Rents in the Bay Area have slowed more than any other large metropolitan area over the past year. In San Francisco, rents are down 0.1 percent after appreciating almost 10 percent annually at this time last year. Rents in San Jose were rising at almost 9 percent annually a year ago, but fell 1.1 percent over the past year to a median rent payment of $3,451.
Even in hot West Coast markets, where rental growth is notoriously strong, rent appreciation is starting to slow. In Seattle, rents are up 6.7 percent, but their pace of appreciation has been slowing since August 2016. Rents in Sacramento are up 4.7 percent, but were rising at almost 7 percent annually toward the end of last year.
Affordability is a significant issue for renters across the country, who have experienced rising rents for years. In many major metros, the share of income needed to pay rent well surpasses the general rule of not spending more than 30 percent of income on housing. In Los Angeles, the median rent payment takes up almost half of the median income, which forces renters to shack up with roommates in order to make housing more affordable.
“The slowdown in rental appreciating is mainly due to new construction finally meeting demand, and even outpacing demand in some areas,” said Zillow’s Chief Economist Dr. Svenja Gudell. “But, rents are the highest they’ve ever been, weighing heavily on renters’ budgets and making it extremely difficult for those renters hoping to become homeowners to save enough money for a down payment. In most markets, a monthly mortgage payment is more affordable than a monthly rent payment, but the most difficult aspect of home buying for many aspiring home owners is coming up with enough money for the down payment.”
The median home value across the country is $196,500, up 6.8 percent since this time last year. Seattle, Tampa, Fla. and Dallas reported the highest year-over-year home value appreciation among the 35 largest U.S. metros.

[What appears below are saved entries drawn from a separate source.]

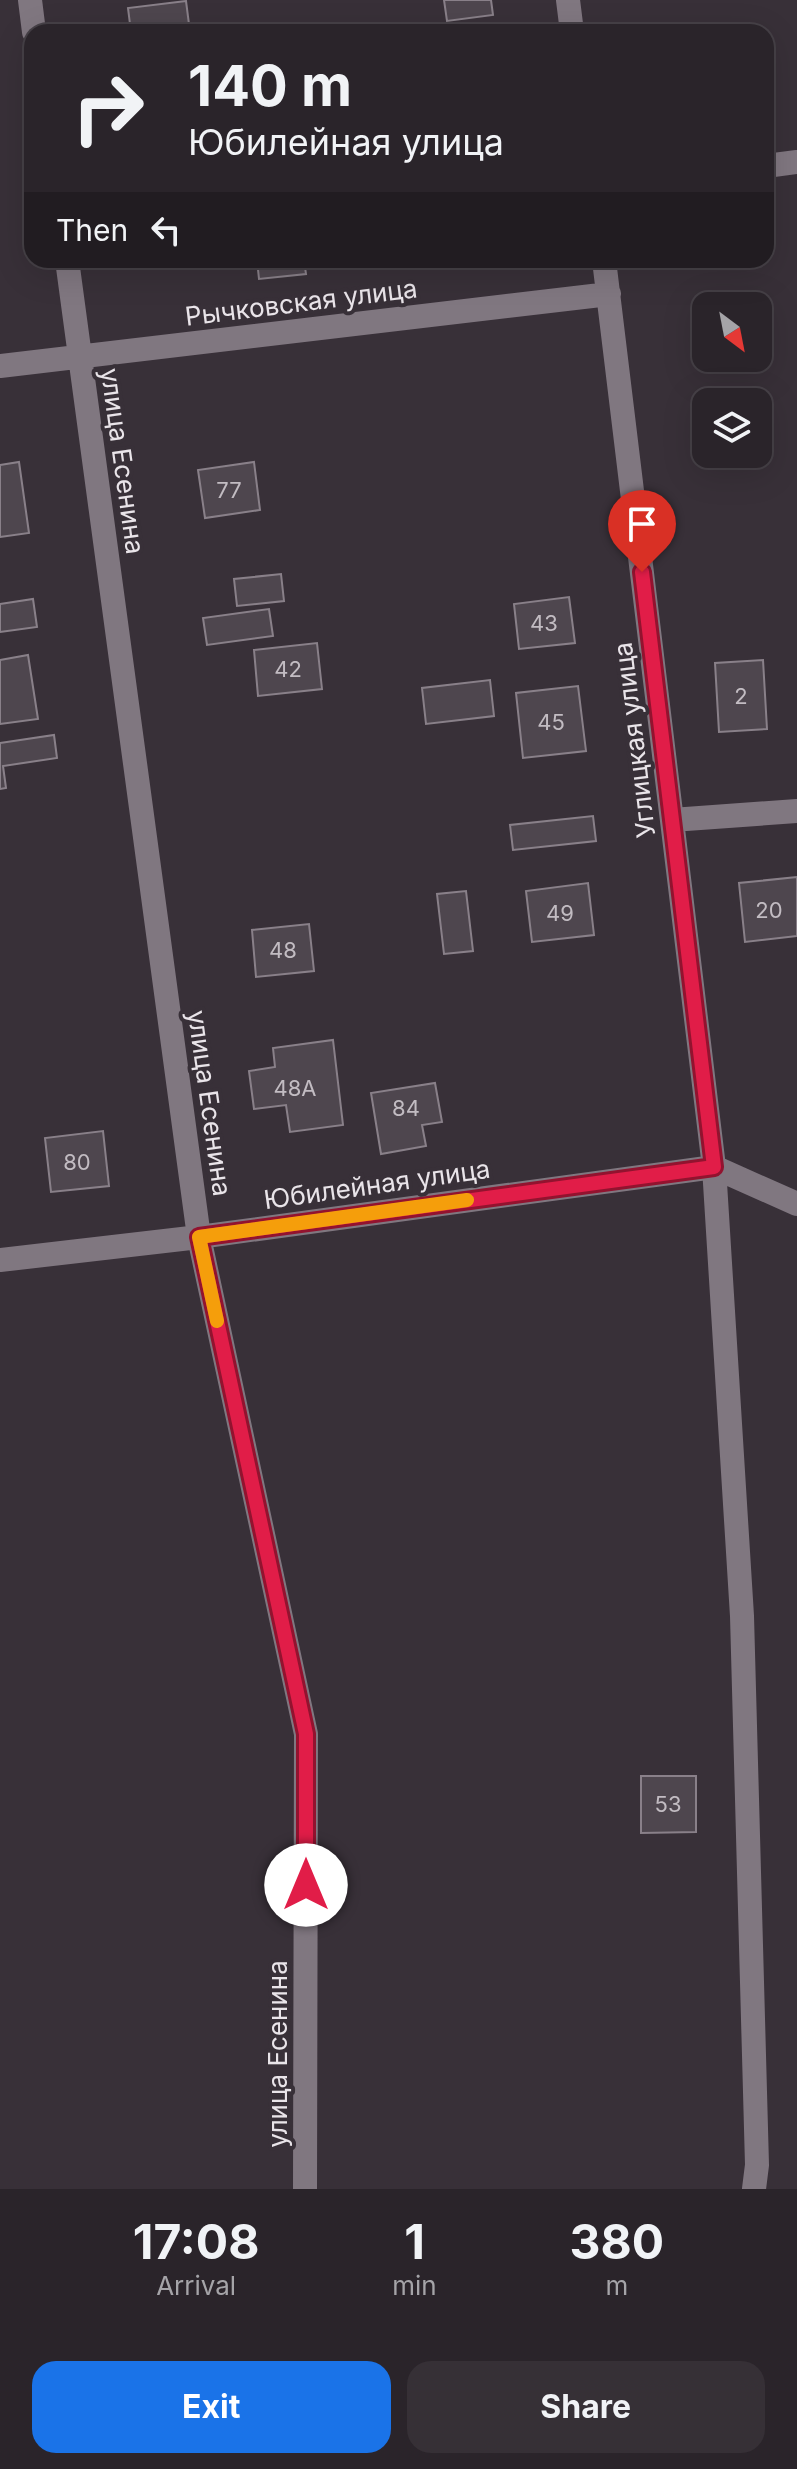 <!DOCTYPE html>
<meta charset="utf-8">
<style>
body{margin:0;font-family:Inter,sans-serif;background:#363036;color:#f1f3f6;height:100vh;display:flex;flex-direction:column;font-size:30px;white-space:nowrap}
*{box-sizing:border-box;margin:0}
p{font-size:26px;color:#a5a4a8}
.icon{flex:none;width:44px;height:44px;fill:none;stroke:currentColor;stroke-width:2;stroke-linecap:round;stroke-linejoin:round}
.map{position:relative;height:2189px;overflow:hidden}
.drawer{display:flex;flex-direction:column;background:#2a242a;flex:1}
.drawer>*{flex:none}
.guide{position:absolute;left:24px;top:24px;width:750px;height:244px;border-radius:24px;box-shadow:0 8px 32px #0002,0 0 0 2px #464147;background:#2a242a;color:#f1f3f6;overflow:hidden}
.needle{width:52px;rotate:148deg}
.tools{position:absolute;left:692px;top:292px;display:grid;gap:16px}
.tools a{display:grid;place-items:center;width:80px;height:80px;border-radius:16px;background:#2a242a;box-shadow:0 8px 32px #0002,0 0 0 2px #464147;font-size:40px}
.pin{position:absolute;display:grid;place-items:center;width:68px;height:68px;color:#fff;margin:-82px -34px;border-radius:50% 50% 50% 0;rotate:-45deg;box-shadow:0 0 8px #0007}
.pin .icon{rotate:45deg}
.me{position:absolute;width:88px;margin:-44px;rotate:0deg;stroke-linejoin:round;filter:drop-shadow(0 0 6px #0008)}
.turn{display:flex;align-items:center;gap:28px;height:168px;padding:0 32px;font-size:36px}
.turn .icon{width:104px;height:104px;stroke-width:2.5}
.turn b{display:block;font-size:56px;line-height:68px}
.then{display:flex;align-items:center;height:76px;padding:0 32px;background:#0003;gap:16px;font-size:30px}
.eta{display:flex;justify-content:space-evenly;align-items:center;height:136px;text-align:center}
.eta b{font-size:48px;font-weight:700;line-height:56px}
.action{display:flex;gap:16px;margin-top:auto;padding:16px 32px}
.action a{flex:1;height:92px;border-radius:24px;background:#1a73e8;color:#fff;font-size:32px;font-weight:700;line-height:92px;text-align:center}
.action a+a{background:#363036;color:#f1f3f6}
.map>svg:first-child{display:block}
.building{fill:#4e464e;stroke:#898089;stroke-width:2}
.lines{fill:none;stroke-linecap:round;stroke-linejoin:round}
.minor{stroke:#807780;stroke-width:24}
.route-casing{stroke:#92132f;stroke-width:20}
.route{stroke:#e11d48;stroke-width:14}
.slow{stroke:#f59e0b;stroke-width:14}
.labels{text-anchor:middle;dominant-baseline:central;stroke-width:8;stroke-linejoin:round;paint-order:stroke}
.number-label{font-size:22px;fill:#c2bcc2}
.street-label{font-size:26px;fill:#e9e4e9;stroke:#383038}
</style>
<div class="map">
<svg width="797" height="2189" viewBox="0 0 797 2189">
<rect width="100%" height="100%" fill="#383038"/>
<path class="building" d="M444,0h47l2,15 -46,6z
M186,1l4,31h-59l-3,-24z
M257,260h47l2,14 -47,5z
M19,462l10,71 -29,4v-72z
M254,462l6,48 -55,8 -7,-48z
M281,574l3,27 -47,5 -3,-27z
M569,597l6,46 -56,6 -5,-45z
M33,599l4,28 -37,5v-28z
M269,609l4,27 -66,9 -4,-27z
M317,643l5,46 -64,7 -4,-46z
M28,655l10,64 -38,5v-64z
M763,660l4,69 -48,3 -4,-69z
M490,680l4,36 -68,8 -4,-36z
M578,686l8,65 -63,7 -7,-65z
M54,735l3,23 -54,8 3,22 -6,1v-46z
M593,816l3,25 -83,9 -3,-25z
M797,877v59l-52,6 -6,-59z
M588,883l6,52 -62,7 -6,-51z
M466,891l7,60 -29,3 -7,-60z
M309,924l5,47 -58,6 -4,-47z
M333,1040l10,85 -53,7 -4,-27 -32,4 -5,-38 26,-4 -2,-19z
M435,1083l7,39 -20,3 4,21 -45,8 -10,-61z
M103,1131l6,55 -58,6 -6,-54z
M641,1776h55v56l-55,1z"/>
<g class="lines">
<path class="minor" d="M30,0l4,32
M568,0l4,32
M766,166l31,-4
M67,260l132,977 107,497 -1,455
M604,260l110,907 28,449 15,549 -3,24
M0,366l609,-72
M672,820l125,-9
M714,1167l83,37
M0,1260l199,-23 515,-70"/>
</g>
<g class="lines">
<defs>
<path id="route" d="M306,1885v-151l-107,-497 515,-70 -72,-595"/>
</defs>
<use href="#route" class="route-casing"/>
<use href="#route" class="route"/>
<path class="slow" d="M217,1321l-18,-84 268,-37"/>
</g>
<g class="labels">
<g class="number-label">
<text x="229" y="490">77</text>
<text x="544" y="623">43</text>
<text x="288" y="669">42</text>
<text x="741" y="696">2</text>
<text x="551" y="722">45</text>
<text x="769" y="910">20</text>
<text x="560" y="913">49</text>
<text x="283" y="950">48</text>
<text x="295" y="1088">48А</text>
<text x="406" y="1108">84</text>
<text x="77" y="1162">80</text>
<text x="668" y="1804">53</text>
</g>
<g class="street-label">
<text transform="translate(301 302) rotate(-7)">Рычковская улица</text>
<text transform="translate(123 461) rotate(82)">улица Есенина</text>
<text transform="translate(634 740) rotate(-97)">Углицкая улица</text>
<text transform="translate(210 1103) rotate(82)">улица Есенина</text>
<text transform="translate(377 1184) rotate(-8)">Юбилейная улица</text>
<text transform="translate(277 2054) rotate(-90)">улица Есенина</text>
</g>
</g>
</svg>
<div class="tools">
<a><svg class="needle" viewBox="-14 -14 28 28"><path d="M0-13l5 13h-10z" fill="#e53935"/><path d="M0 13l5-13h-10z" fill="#a5a4a8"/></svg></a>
<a><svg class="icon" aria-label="layers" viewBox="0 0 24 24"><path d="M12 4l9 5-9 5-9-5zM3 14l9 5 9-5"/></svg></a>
</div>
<div class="pin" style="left:642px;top:572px;background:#d93025"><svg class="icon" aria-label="arrive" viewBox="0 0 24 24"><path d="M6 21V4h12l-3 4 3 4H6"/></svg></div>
<svg class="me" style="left:306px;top:1885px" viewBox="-20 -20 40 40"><circle r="19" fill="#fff"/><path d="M0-13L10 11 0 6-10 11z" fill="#e11d48"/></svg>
<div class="guide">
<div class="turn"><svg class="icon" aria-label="right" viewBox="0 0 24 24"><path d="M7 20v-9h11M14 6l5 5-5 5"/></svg><div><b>140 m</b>Юбилейная улица</div></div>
<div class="then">Then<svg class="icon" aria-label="left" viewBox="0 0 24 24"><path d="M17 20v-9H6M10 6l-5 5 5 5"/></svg></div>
</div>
</div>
<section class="drawer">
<div class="eta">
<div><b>17:08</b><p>Arrival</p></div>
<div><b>1</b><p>min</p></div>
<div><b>380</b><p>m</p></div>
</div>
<div class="action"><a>Exit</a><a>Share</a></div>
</section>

In Seattle, home values rose almost 12 percent to a median value of $426,300. Home values in Tampa and Dallas are up about 11 percent since this time last year.
Low inventory continues to be a problem for home shoppers across the country — there are 5 percent fewer homes to choose from than a year ago, paving the way for an extremely competitive home shopping season.
Minneapolis, Columbus, Ohio and Seattle reported the greatest drop in inventory among the 35 largest U.S. metros. In Minneapolis, there are 24 percent fewer homes to choose from than a year ago, and 19.5 percent fewer to choose from in Columbus. In Seattle, where home values are growing the fastest, buyers will have 17 percent fewer homes to choose from than a year ago.
Mortgage rates are down from their December highs, but still well above where they were before the election. In March, mortgage rates on Zillow ended at 3.94 percent, down from a high of 4.13 percent. The month low was 3.93 percent. Zillow’s real-time mortgage rates are based on thousands of custom mortgage quotes submitted daily to anonymous borrowers on the Zillow Mortgages site and reflect the most recent changes in the market.